Dylan DeWitt: Perceptions of the Everyday





































































Images

Both Sides
Cast paper
11” x 18
2018
Cast paper images of each side of a single sheet of copy paper 

Blank Page
Colored pencil on cut paper
11” x 8.5”
2018

Creases
Scored drawing on bond paper
11” x 8.5”
2018

By Hand
Silverpoint on paper.
14” x 18
2017
Drawing of a sheet of copy paper soiled with fingerprints, drawn at slightly larger scale than an actual human hand.

Spilt
Water and hydrophobic spray on concrete floor, paper cups
22” x 72
2017

Cast Paper
Paper pulp cast into a wrinkled form
8.5” x 11”
2017




Small, Medium, Large Glass
Hand-cut glass
31” x 14
2017
Glass fragments with identical shatter patterns at three sizes.

Cardboard
Carved MDF, paraffin wax
12” x 18
2016

Stutter
Inkjet print on wrinkled paper, site-specific light and shadow
10.5” x 8”
2015
Wrinkled paper printed with the image of the same wrinkles. Each feature is presented twice—once as a three-dimensional structure and once as a printed image. Site-conditioned print intended to be viewed in the same lighting conditions under which it is created.

Rorschach
Inkjet print on wrinkled paper, site-specific light and shadow
10.5” x 8”
2015
Wrinkled paper printed with the image of the same wrinkles. Each feature is presented twice—once as a three-dimensional structure and once as a printed image. Site-conditioned print intended to be viewed in the same lighting conditions under which it is created.

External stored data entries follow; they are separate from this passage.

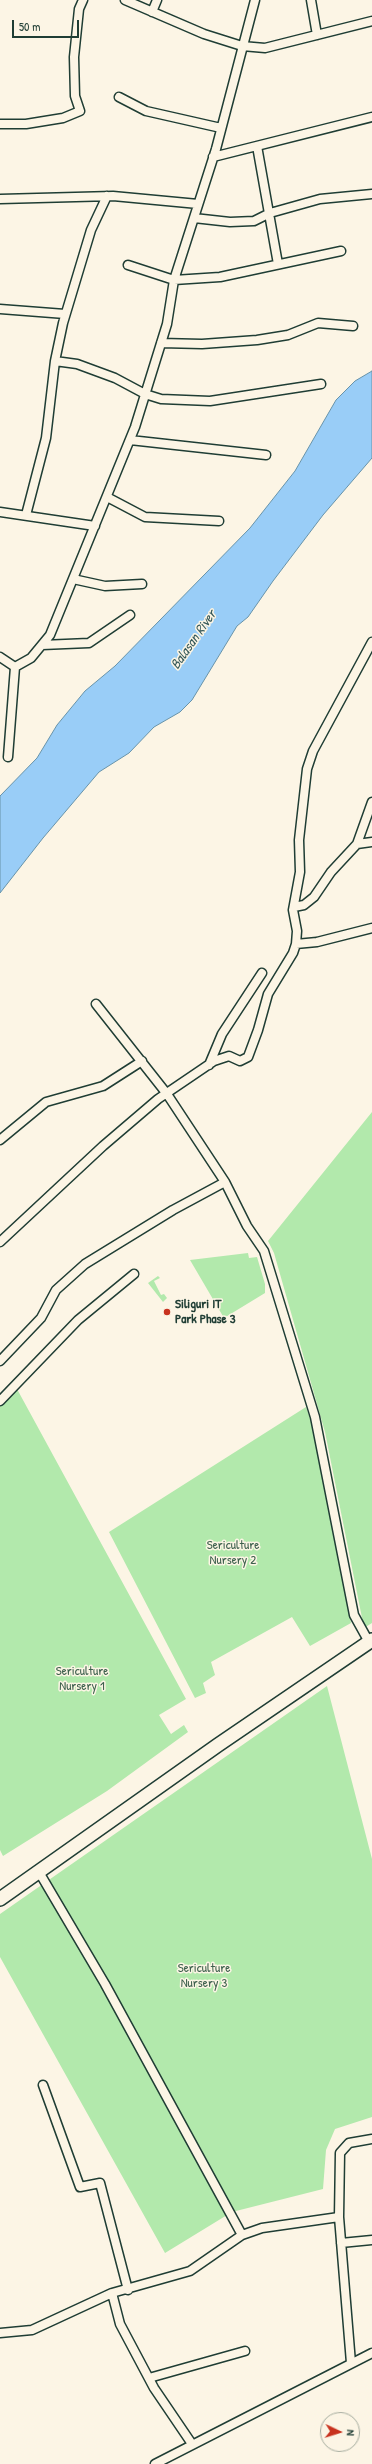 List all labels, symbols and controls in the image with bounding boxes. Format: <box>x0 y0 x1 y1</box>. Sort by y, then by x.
scale bar <box>14 12 81 38</box>
text: 50 m <box>19 18 40 35</box>
water label: Balasan River <box>168 607 220 673</box>
place label: Siliguri IT Park Phase 3 <box>175 1297 236 1328</box>
marker: Siliguri IT Park Phase 3 <box>162 1307 172 1317</box>
park label: Sericulture Nursery 2 <box>207 1538 259 1569</box>
park label: Sericulture Nursery 1 <box>56 1664 108 1695</box>
park label: Sericulture Nursery 3 <box>178 1961 230 1992</box>
north arrow <box>320 2412 360 2452</box>
text: N <box>344 2429 358 2436</box> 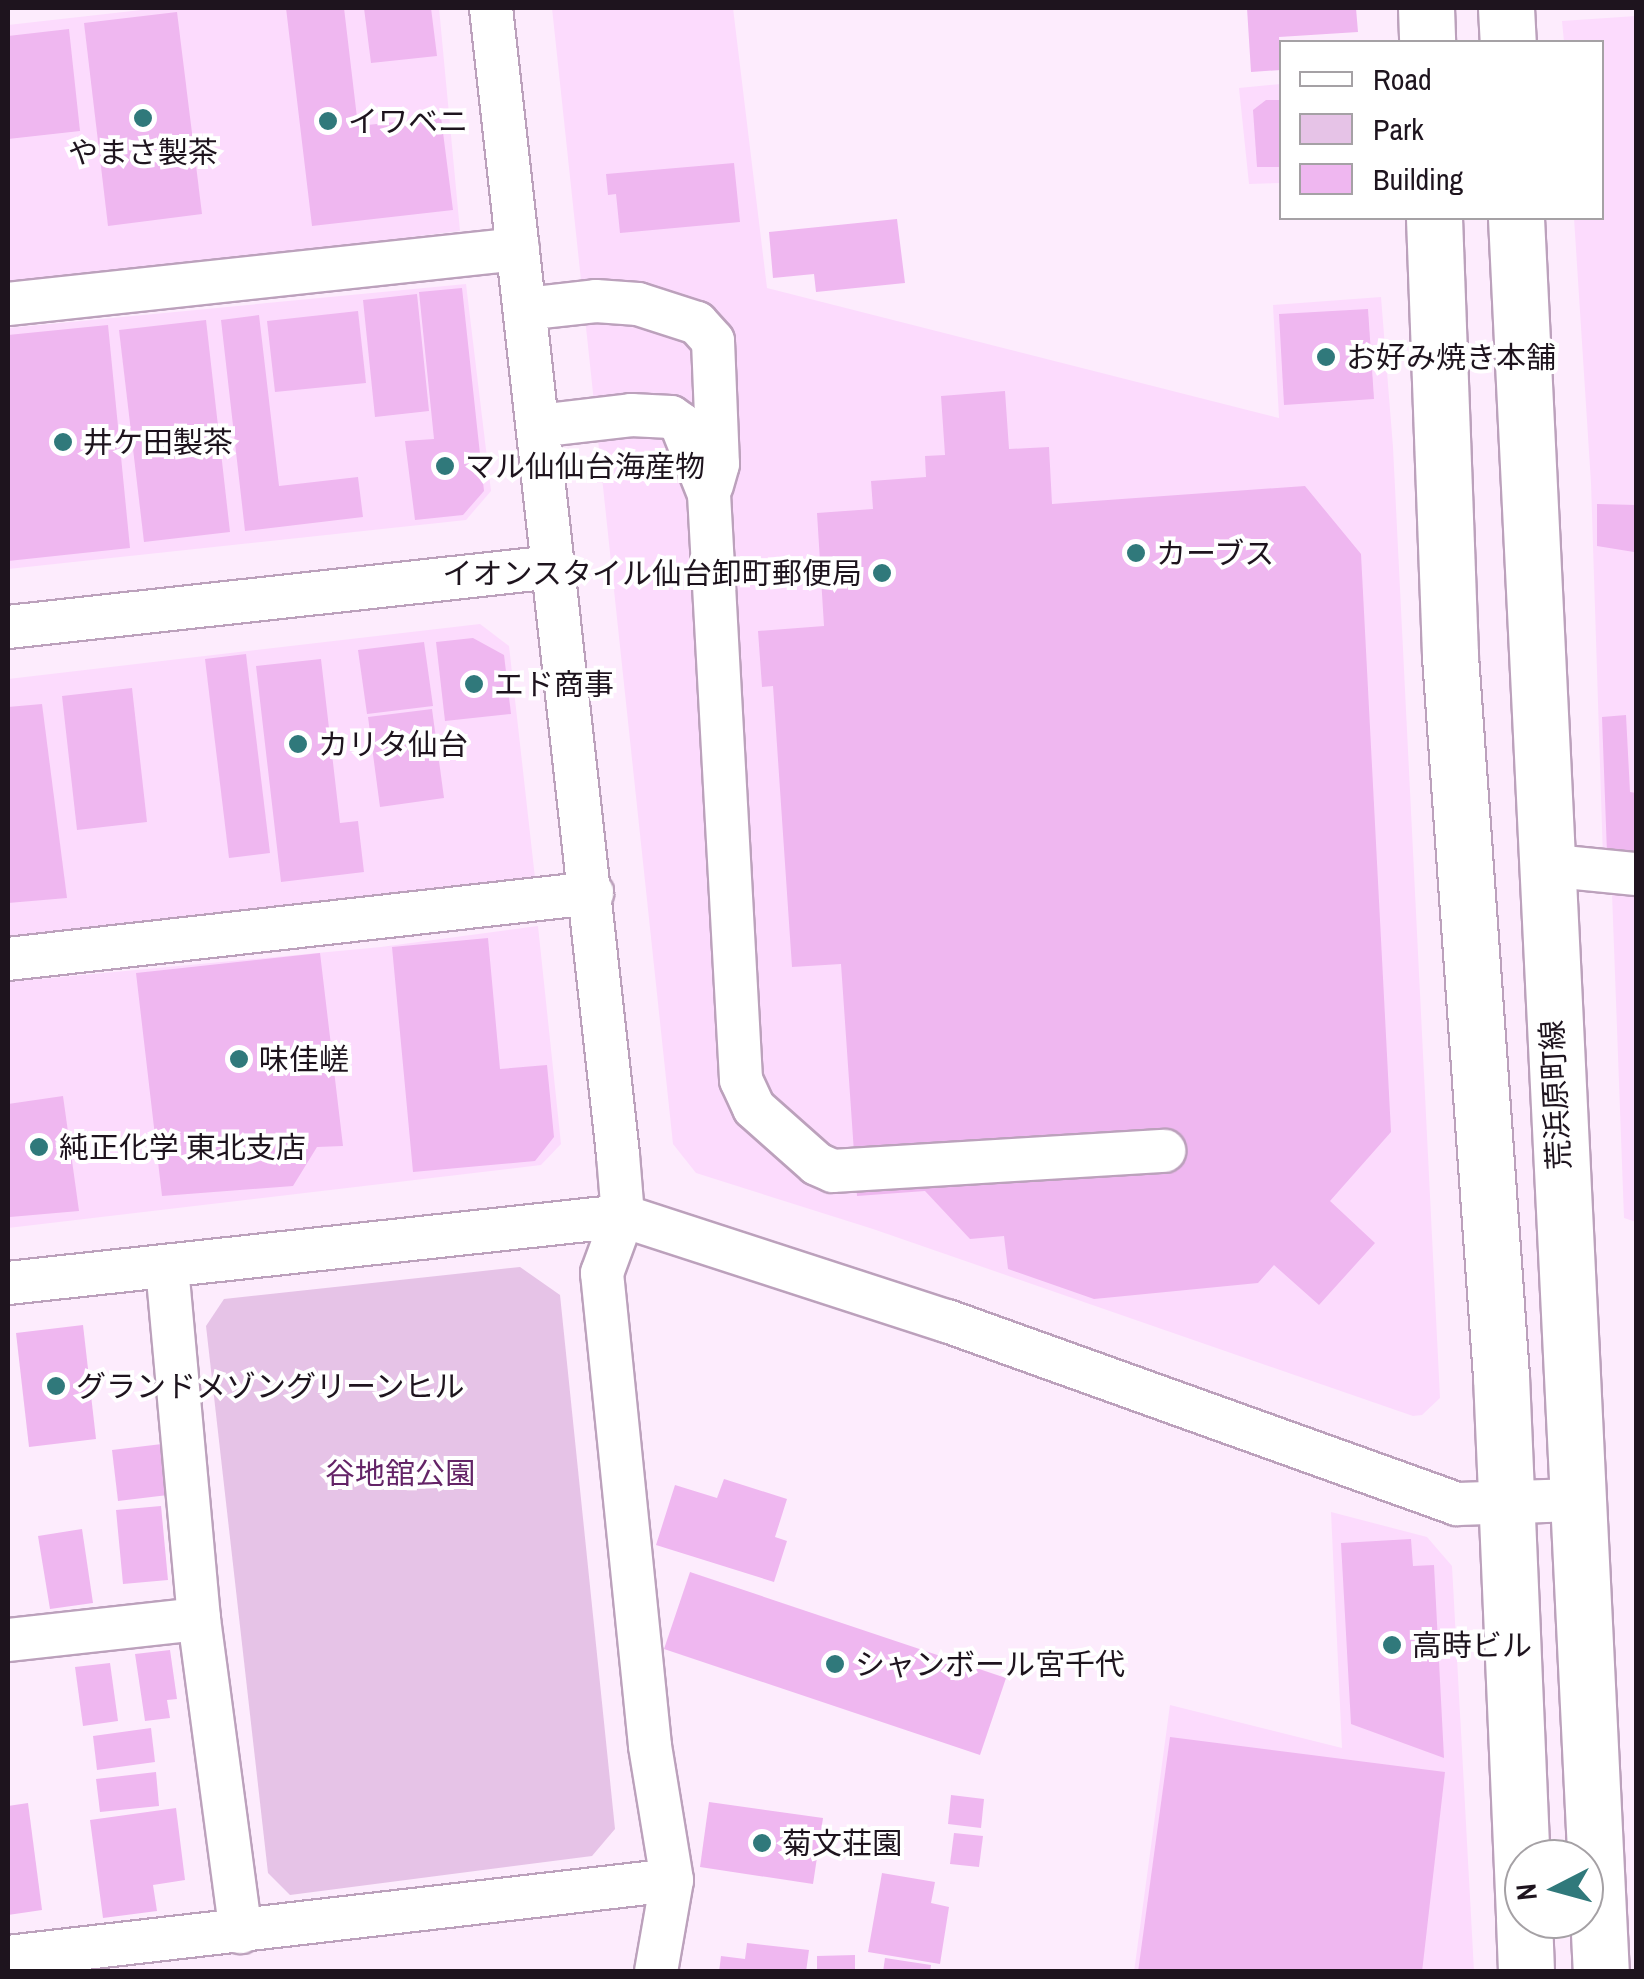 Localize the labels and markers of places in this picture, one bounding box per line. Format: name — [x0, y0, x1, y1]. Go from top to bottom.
place label: イワベニ — [348, 103, 468, 139]
marker: やまさ製茶 — [132, 107, 154, 129]
marker: イワベニ — [317, 110, 339, 132]
place label: やまさ製茶 — [68, 134, 218, 170]
place label: お好み焼き本舗 — [1346, 339, 1556, 375]
marker: お好み焼き本舗 — [1315, 346, 1337, 368]
place label: 井ケ田製茶 — [83, 424, 233, 460]
marker: 井ケ田製茶 — [52, 431, 74, 453]
place label: マル仙仙台海産物 — [465, 448, 705, 484]
marker: マル仙仙台海産物 — [434, 455, 456, 477]
place label: カーブス — [1156, 535, 1276, 571]
marker: カーブス — [1125, 542, 1147, 564]
place label: イオンスタイル仙台卸町郵便局 — [442, 555, 862, 591]
marker: イオンスタイル仙台卸町郵便局 — [871, 562, 893, 584]
place label: エド商事 — [494, 666, 614, 702]
marker: エド商事 — [463, 673, 485, 695]
place label: カリタ仙台 — [318, 726, 468, 762]
marker: カリタ仙台 — [287, 733, 309, 755]
place label: 味佳嵯 — [259, 1041, 349, 1077]
marker: 味佳嵯 — [228, 1048, 250, 1070]
place label: 純正化学 東北支店 — [59, 1129, 306, 1165]
marker: 純正化学 東北支店 — [28, 1136, 50, 1158]
place label: グランドメゾングリーンヒル — [76, 1368, 466, 1404]
marker: グランドメゾングリーンヒル — [45, 1375, 67, 1397]
place label: 高時ビル — [1412, 1627, 1532, 1663]
marker: 高時ビル — [1381, 1634, 1403, 1656]
place label: シャンボール宮千代 — [855, 1646, 1125, 1682]
marker: シャンボール宮千代 — [824, 1653, 846, 1675]
place label: 菊文荘園 — [782, 1825, 902, 1861]
marker: 菊文荘園 — [751, 1832, 773, 1854]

These works present themselves as humble items, but reveal themselves instead to be carefully constructed articles. What may appear at first to be the chaotic results of entropy—wrinkles, smears, cracks, spills—are in fact painstakingly ordered images. The game is to let the image remain as physically similar as possible to its humble inspiration while maintaining whatever crucial distinction is necessary to mark it as an intentional creation—a repetition, or a scale shift, or a laborious process, or a medium that typically obeys other rules. Or perhaps no such distinction is present, and the artifact is indeed a mute fragment within a chaotic world.

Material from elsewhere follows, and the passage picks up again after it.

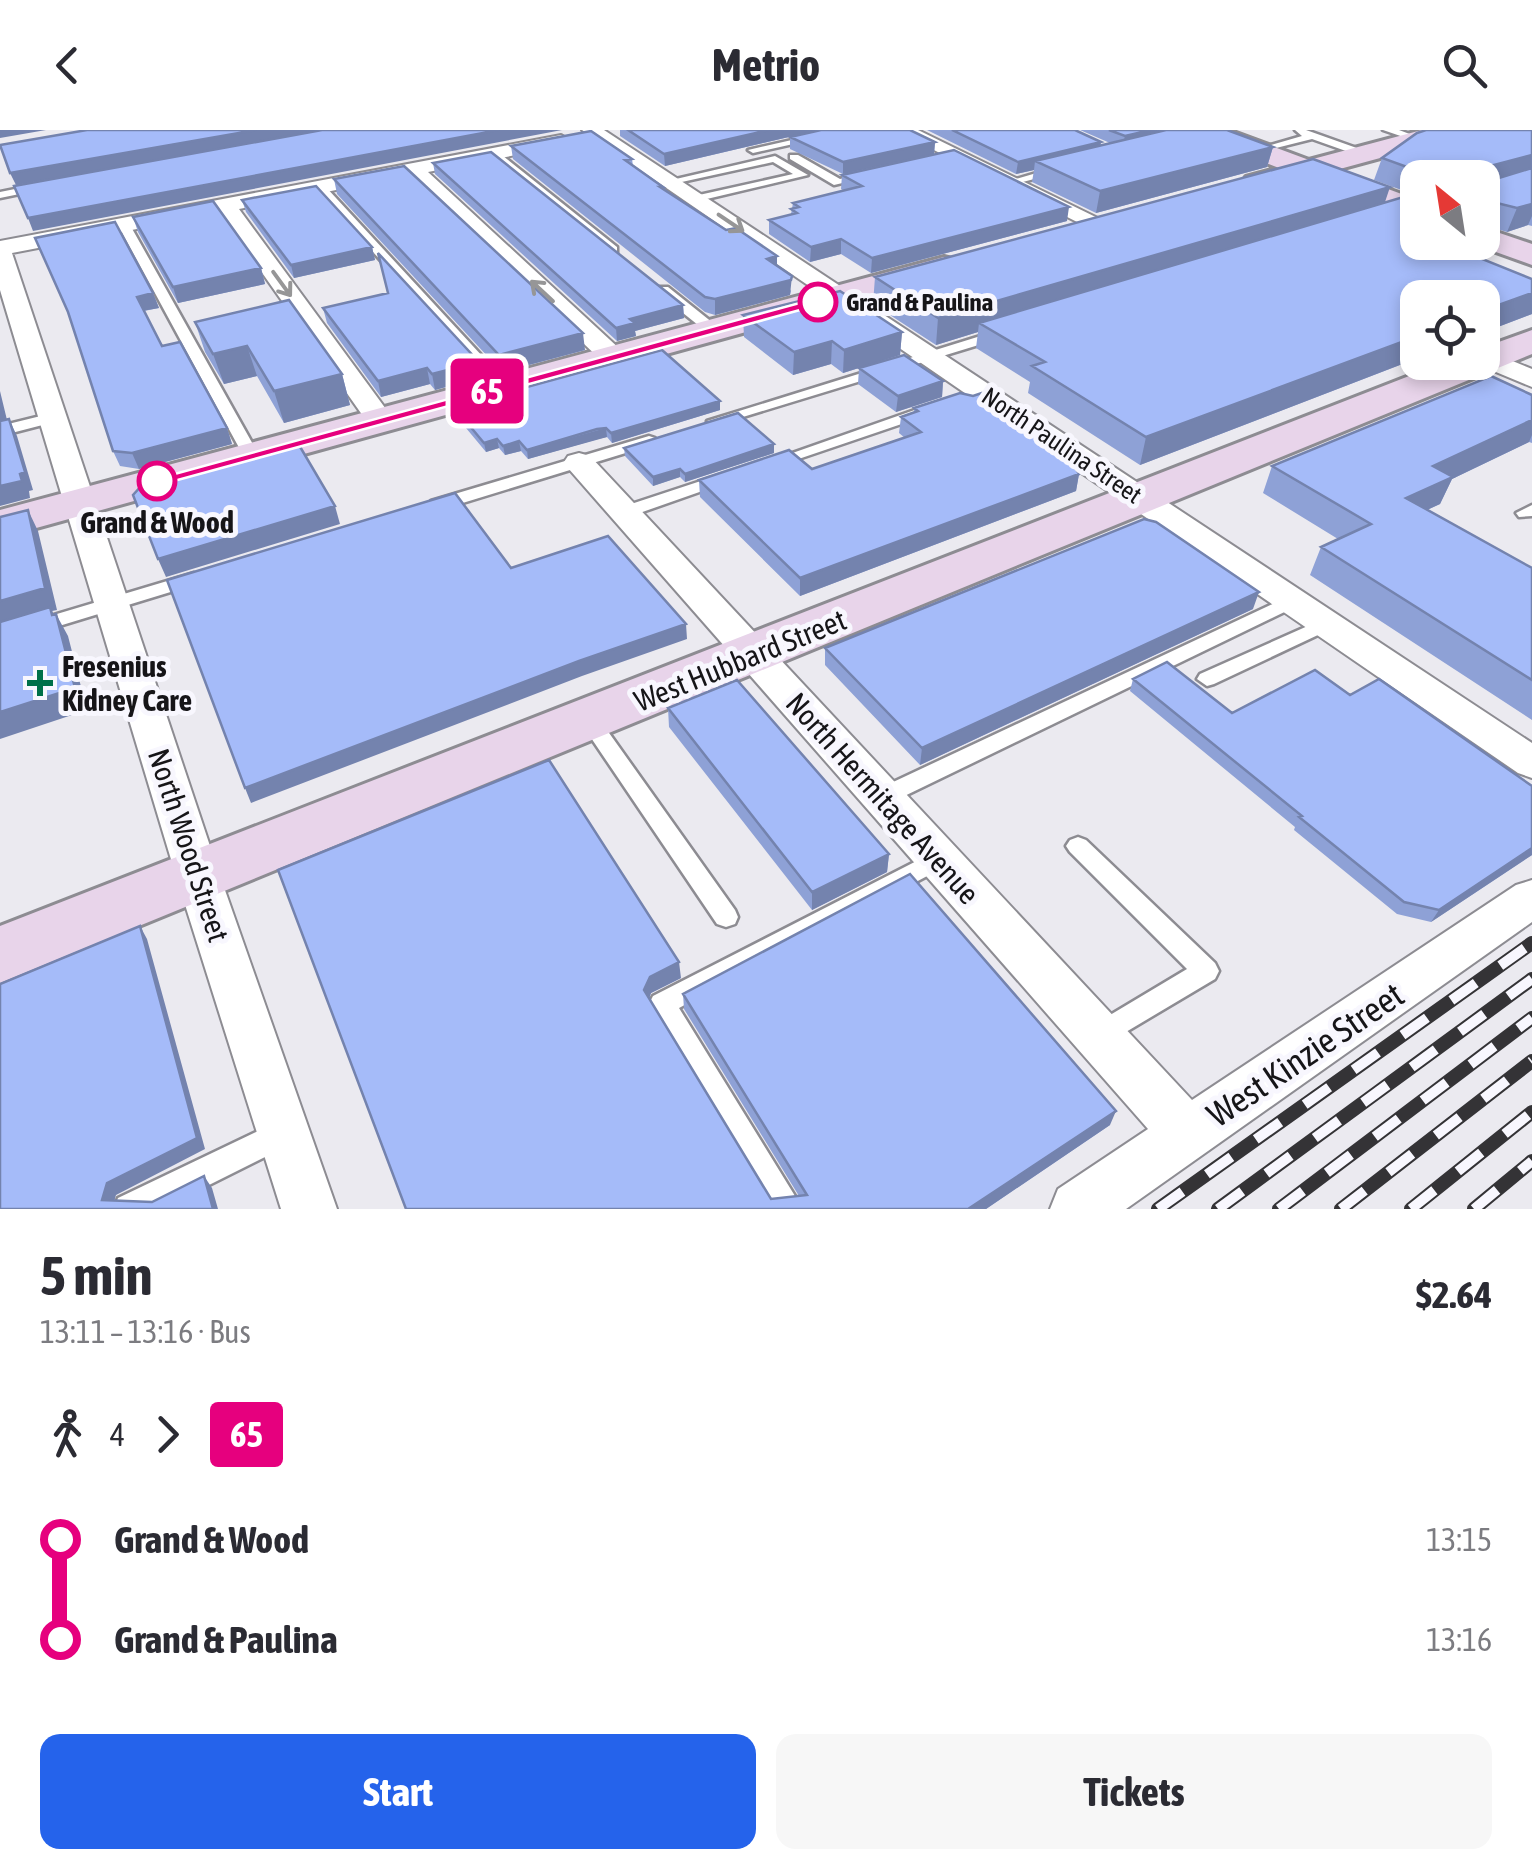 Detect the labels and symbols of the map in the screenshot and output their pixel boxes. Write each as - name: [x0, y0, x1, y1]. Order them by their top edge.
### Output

Each of us is confronted daily with this ambiguity between the incidental and the intentional. In order to navigate the world, we are forced to distinguish that which has significance from that which is simple happenstance. This same ambiguity lends plausible deniability that veils passive-aggressive or malevolent behavior. But it also gives space for playful games of courtship. And allows both the faithful and doubtful to view the same universe and draw their conclusions.

In posing these visual riddles, conundrums with indefinite boundaries, I hope to unsettle viewers’ assumptions about what they’re supposed to see when looking at the world so that we may question the distinctions between artworks and other objects, between messages and coincidences, between images and mute facts.



Bio
Dylan DeWitt investigates the unusual, the everyday, and the puzzling territories in between. His interdisciplinary works aim to provoke heightened perceptual states in viewers. Dylan holds a BFA in Illustration from the Rhode Island School of Design, and an MFA in Painting and Printmaking from Yale University. Recent exhibitions include Lines of Thought at CICA Museum in Gimpo, South Korea, Interrupted at Mint Gallery in Atlanta, Drawing Discourse at the Cooke Gallery in Asheville, NC, The Contemporary Print at Flatbed Press in Austin, and Paradox at Spark Gallery in Denver. His work also appears in New American Paintings #136. Dylan taught at the Rhode Island School of Design before joining the faculty at the University of Arkansas School of Art, where he is currently Clinical Assistant Professor of Drawing.